Gdynia: Zwyzywał policjantów, a potem udawał, że mdleje. Myślał, że dzięki temu uniknie odpowiedzialności
W piątkowe popołudnie patrolujący ulice Chyloni policjanci zauważyli kierującego volkswagenem 29-latka, którego rozpoznali jako osobę objętą sądowym zakazem prowadzenia pojazdów. Podjęli więc decyzję o zatrzymaniu go do kontroli. Mężczyzna zaprzeczał, że zakaz obowiązuje, odmawiał wykonywania poleceń, a po chwili zaczął wulgarnie wyzywać funkcjonariuszy. Został poinformowany o zatrzymaniu i zakuty w kajdanki. Widząc, że sytuacja przybiera dla niego niekorzystny obrót, postanowił upozorować omdlenie. W tłumie gapiów pojawiła się kobieta, która podawała się za jego matkę i twierdziła, że jej syn ma atak padaczki. Wezwano pogotowie, jednak ratownicy nie stwierdzili żadnych nieprawidłowości – parametry życiowe mężczyzny były w normie.

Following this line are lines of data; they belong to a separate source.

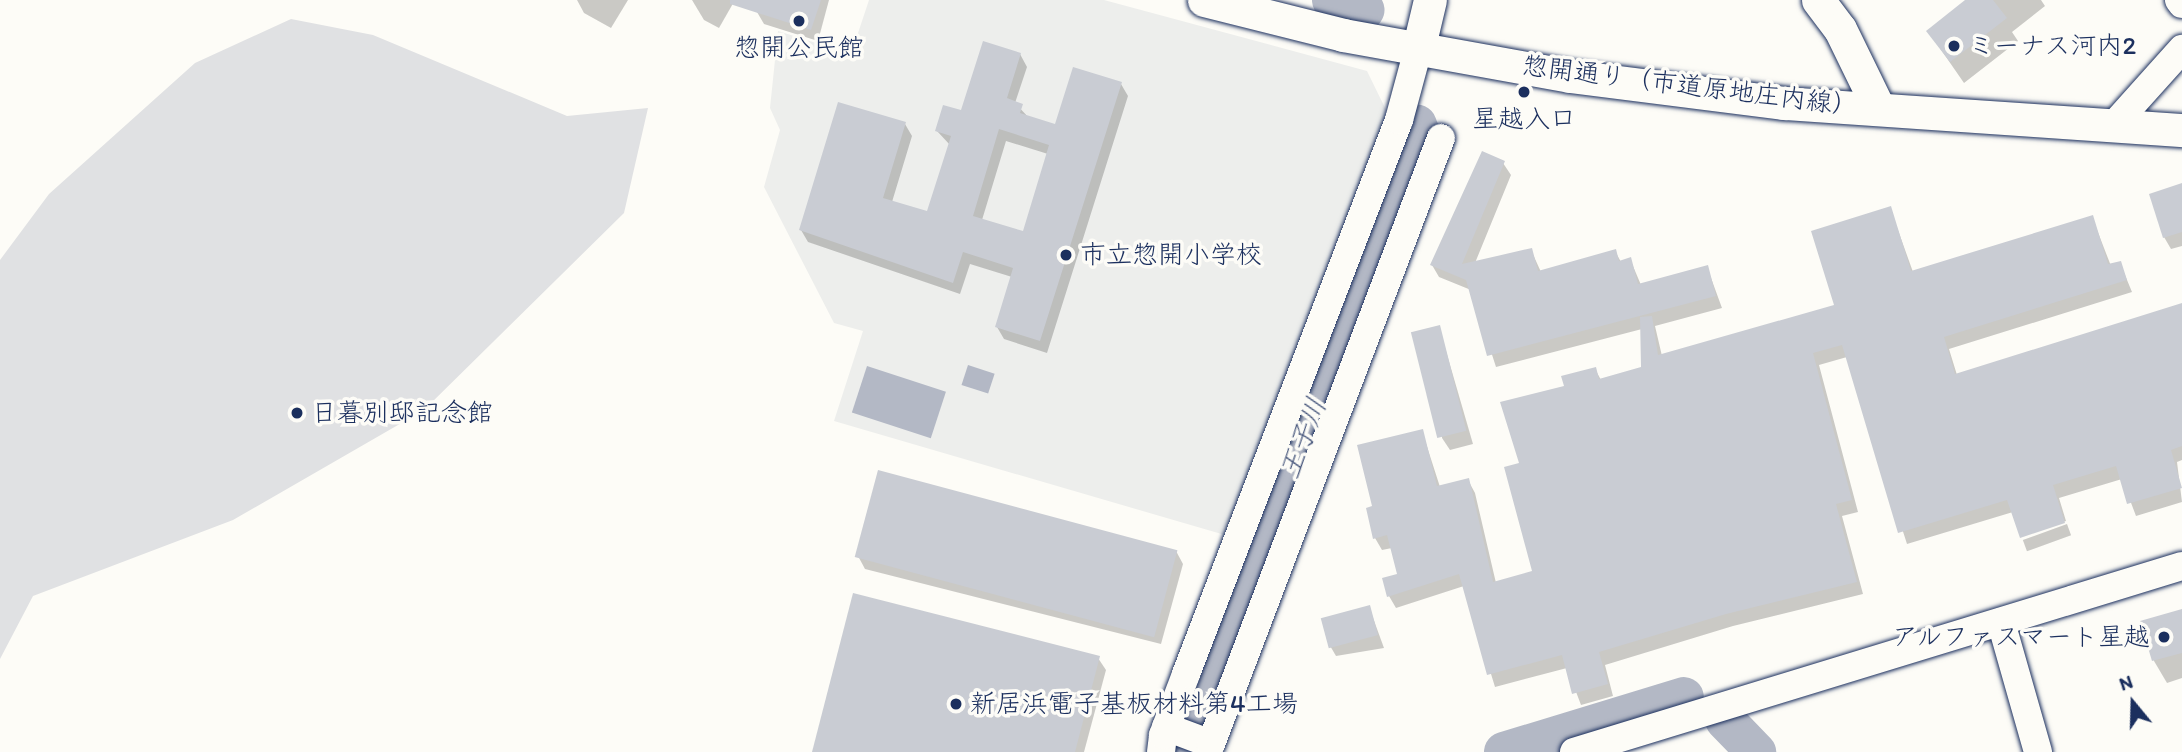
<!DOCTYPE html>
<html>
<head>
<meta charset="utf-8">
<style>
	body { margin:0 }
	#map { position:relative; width:2182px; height:752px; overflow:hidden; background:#fdfcf7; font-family:Itim,"Klee One",sans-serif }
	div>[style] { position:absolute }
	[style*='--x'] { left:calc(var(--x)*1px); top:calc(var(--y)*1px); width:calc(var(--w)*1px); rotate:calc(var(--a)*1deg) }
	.built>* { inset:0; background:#edeeec }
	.green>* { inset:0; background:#e0e1e3 }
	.water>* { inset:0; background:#b3b8c5; transform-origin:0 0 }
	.shadow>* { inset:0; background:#0003; transform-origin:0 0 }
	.river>* { height:40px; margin:-20px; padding:0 20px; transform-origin:20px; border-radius:20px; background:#b3b8c5 }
	.building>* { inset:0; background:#c9ccd3; transform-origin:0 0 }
	.roads { filter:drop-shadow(0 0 2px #1b2f5e) drop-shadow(0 0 2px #1b2f5e) }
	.minor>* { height:28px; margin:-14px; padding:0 14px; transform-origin:14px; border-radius:14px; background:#fdfcf7 }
	.tertiary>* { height:33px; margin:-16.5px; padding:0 16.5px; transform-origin:16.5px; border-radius:16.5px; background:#fdfcf7 }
	.dots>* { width:19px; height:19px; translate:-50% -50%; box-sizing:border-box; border:4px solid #fdfcf7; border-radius:50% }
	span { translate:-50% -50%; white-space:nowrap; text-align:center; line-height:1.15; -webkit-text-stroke:7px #fdfcf7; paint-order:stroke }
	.poi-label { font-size:26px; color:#1b2f5e }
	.left { translate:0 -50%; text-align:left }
	.right { translate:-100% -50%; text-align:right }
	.street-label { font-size:26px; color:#1b2f5e }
	.water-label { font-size:28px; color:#49587d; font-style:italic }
	.north { position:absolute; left:2098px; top:668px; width:70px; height:70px; -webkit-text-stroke:5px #fdfcf7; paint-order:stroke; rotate:341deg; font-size:19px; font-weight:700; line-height:28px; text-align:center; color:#1b2f5e }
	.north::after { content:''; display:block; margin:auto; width:24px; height:32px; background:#1b2f5e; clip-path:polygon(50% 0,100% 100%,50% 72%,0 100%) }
</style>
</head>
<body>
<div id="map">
	<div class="built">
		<i style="clip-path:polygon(869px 0,1104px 0,1367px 71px,1388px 114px,1225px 535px,834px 421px,863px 331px,834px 323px,764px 187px,780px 130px,770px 108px,778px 31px,851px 54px)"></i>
	</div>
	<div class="green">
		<i style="clip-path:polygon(291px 19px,373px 35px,567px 116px,648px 108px,624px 213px,424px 410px,233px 520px,33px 596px,0 659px,0 260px,49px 194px,195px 63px)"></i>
	</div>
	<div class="water">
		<i style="left:968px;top:365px;width:28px;height:21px;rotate:18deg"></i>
		<i style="left:867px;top:366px;width:83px;height:49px;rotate:18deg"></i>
	</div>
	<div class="shadow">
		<i style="clip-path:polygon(577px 0,628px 0,611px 28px,584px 13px)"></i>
		<i style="clip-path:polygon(692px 0,735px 0,719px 28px,704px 20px)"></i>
		<i style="clip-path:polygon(760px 0,829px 0,818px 41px,764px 24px,757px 12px)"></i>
		<i style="clip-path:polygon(1968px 0,2041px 0,2045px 6px,2012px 32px,2018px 41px,1964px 83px,1928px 31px)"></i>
		<i style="clip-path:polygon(evenodd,1020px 54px,1027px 67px,1015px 103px,1029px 118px,1056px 126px,1121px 84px,1128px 96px,1047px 353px,1004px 339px,997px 327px,1012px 277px,970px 264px,960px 294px,808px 242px,801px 230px,905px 124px,912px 136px,892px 202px,928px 214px,950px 145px,937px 131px,962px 113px,1020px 54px,1006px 141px,1048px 154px,1024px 233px,982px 220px,1006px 141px)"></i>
		<i style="clip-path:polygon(1503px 163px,1511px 175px,1475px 263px,1531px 250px,1541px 272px,1615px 251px,1621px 262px,1630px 259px,1641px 285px,1707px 267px,1722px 308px,1655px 326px,1662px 356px,1836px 306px,1890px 208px,1913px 272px,2092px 217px,2111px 266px,2120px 263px,2132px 292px,1949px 349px,1957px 375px,2182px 305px,2182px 460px,2177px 462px,2182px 502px,2136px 516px,2122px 479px,2059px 498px,2066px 521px,2021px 536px,2013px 512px,1907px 544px,1847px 357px,1819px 365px,1858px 512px,1842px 516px,1863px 594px,1733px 626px,1605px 665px,1613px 696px,1581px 705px,1567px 668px,1495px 687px,1464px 586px,1396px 608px,1389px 596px,1399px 575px,1392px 548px,1382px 550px,1375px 538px,1375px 508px,1422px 431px,1440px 487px,1468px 480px,1475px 493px,1496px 583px,1535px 572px,1522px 464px,1566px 387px,1595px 369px,1601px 380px,1643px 368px,1642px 329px,1496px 367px,1471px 290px,1439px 277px,1432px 265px)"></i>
		<i style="clip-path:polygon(2182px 185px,2182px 246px,2171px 249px,2164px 237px)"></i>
		<i style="clip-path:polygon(1439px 327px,1473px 444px,1450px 450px,1442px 438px)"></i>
		<i style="left:2067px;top:524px;width:12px;height:47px;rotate:70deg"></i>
		<i style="clip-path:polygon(1176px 551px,1183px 564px,1161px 644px,865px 569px,858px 556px)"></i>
		<i style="clip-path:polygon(1369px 607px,1384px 648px,1336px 656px,1329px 644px)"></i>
		<i style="clip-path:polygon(2182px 610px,2182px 678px,2167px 683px,2154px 661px,2143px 622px)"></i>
		<i style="clip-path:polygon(1098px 658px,1106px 670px,1084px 752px,814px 752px)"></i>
	</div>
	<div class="river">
		<i style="--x:1332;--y:0;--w:34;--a:17"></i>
		<i style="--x:1725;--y:720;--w:45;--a:45.9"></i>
		<i style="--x:1180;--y:752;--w:664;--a:-68.81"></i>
		<i style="--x:1420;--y:133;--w:9;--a:-111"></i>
		<i style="--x:1504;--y:752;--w:188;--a:-17"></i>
	</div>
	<div class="building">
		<i style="clip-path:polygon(730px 0,821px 0,811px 30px,730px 4px)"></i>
		<i style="clip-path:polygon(1965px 0,1993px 0,2007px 18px,1950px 62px,1926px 31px)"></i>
		<i style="clip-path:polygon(evenodd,983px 41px,1021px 53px,1007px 98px,1023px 104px,1020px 113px,1055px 124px,1073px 67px,1122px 82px,1040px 341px,995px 327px,1013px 268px,963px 252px,953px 283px,799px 230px,838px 102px,906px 122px,883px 198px,927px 211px,951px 136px,935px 131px,943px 105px,961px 110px,983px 41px,999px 129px,1049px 145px,1023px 231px,973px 216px,999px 129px)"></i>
		<i style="clip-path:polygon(1482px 151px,1505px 161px,1462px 264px,1532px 248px,1538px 271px,1616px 249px,1619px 261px,1631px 257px,1638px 284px,1708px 265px,1716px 296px,1487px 356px,1466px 280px,1430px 265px)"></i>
		<i style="clip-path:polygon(2182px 183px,2182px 232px,2163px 238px,2149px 194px)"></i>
		<i style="clip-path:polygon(1891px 206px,1911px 271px,2093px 215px,2108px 264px,2121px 261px,2127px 280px,1944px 337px,1955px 374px,2182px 303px,2182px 446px,2171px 450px,2182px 488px,2127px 504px,2116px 466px,2053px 485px,2065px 523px,2020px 538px,2007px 500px,1898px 533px,1842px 345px,1813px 353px,1852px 500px,1836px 504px,1857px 582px,1726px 614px,1599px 652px,1608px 684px,1572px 694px,1562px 655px,1487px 675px,1459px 574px,1387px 597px,1382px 578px,1397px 574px,1387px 535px,1373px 539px,1366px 508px,1372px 506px,1357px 445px,1423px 429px,1437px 486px,1469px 478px,1493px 582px,1532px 571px,1504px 467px,1519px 463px,1500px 402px,1564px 386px,1561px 376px,1596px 367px,1599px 379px,1641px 367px,1640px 317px,1652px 316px,1658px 355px,1834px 305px,1811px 231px)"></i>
		<i style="left:1440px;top:325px;width:109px;height:30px;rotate:76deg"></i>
		<i style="left:878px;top:470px;width:310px;height:90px;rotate:15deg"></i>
		<i style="clip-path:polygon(853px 593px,1100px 656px,1075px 752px,812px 752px)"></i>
		<i style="left:1370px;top:605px;width:31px;height:51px;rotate:75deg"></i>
		<i style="clip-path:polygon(2182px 609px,2182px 653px,2152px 661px,2140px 621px)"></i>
	</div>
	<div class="roads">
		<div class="minor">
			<i style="--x:2179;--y:0;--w:5;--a:53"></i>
			<i style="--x:2112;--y:127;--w:105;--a:-48.1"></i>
			<i style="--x:2001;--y:622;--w:135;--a:74.1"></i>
			<i style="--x:1166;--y:727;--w:48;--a:20.7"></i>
			<i style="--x:1211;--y:744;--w:648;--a:-69.22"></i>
			<i style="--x:1161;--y:752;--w:17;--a:-83"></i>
			<i style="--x:1163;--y:735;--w:65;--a:-69.3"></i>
			<i style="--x:1186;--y:674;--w:594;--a:-68.97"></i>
			<i style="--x:1399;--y:120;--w:77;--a:-74.9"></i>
			<i style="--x:1574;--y:752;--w:636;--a:-17.01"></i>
		</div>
		<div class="tertiary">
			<i style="--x:1204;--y:0;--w:143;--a:14.1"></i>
			<i style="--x:1343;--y:35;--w:231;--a:10.2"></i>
			<i style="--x:1570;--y:76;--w:216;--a:7.2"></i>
			<i style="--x:1784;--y:103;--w:399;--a:3.9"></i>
			<i style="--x:1818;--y:0;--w:36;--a:53"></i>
			<i style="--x:1840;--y:29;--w:89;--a:64"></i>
			<i style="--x:1419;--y:46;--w:47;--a:-76.6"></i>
		</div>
	</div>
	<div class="dots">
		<i style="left:799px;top:21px;background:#1b2f5e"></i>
		<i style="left:1954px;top:46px;background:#1b2f5e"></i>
		<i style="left:1524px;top:92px;background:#1b2f5e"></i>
		<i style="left:1066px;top:255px;background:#1b2f5e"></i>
		<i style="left:297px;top:413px;background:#1b2f5e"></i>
		<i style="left:2164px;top:637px;background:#1b2f5e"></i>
		<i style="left:956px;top:704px;background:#1b2f5e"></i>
	</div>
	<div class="poi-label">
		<span class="left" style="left:1968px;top:46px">ミーナス河内2</span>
		<span style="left:799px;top:48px">惣開公民館</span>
		<span style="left:1524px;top:119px">星越入口</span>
		<span class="left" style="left:1080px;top:255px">市立惣開小学校</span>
		<span class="left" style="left:311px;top:413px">日暮別邸記念館</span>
		<span class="right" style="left:2150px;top:637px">アルファスマート星越</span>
		<span class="left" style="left:970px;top:704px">新居浜電子基板材料第4工場</span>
	</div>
	<div class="street-label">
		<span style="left:1690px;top:86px;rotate:7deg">惣開通り（市道原地庄内線）</span>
	</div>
	<div class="water-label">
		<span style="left:1302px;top:438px;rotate:-69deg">王子川</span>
	</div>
	<div class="north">N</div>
</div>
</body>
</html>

Po przewiezieniu do policyjnego aresztu 29-latek przyznał, że symulował utratę przytomności. Za nieuzasadnione wezwanie karetki, która mogła być w tym czasie potrzebna w prawdziwej interwencji, oraz za ignorowanie poleceń policji, został ukarany mandatami, które przyjął bez odwołania. Badanie alkomatem wykazało, że był trzeźwy. Ostatecznie mężczyzna usłyszał zarzuty: prowadzenia pojazdu mimo sądowego zakazu oraz znieważenia funkcjonariuszy. O jego dalszym losie zdecyduje sąd.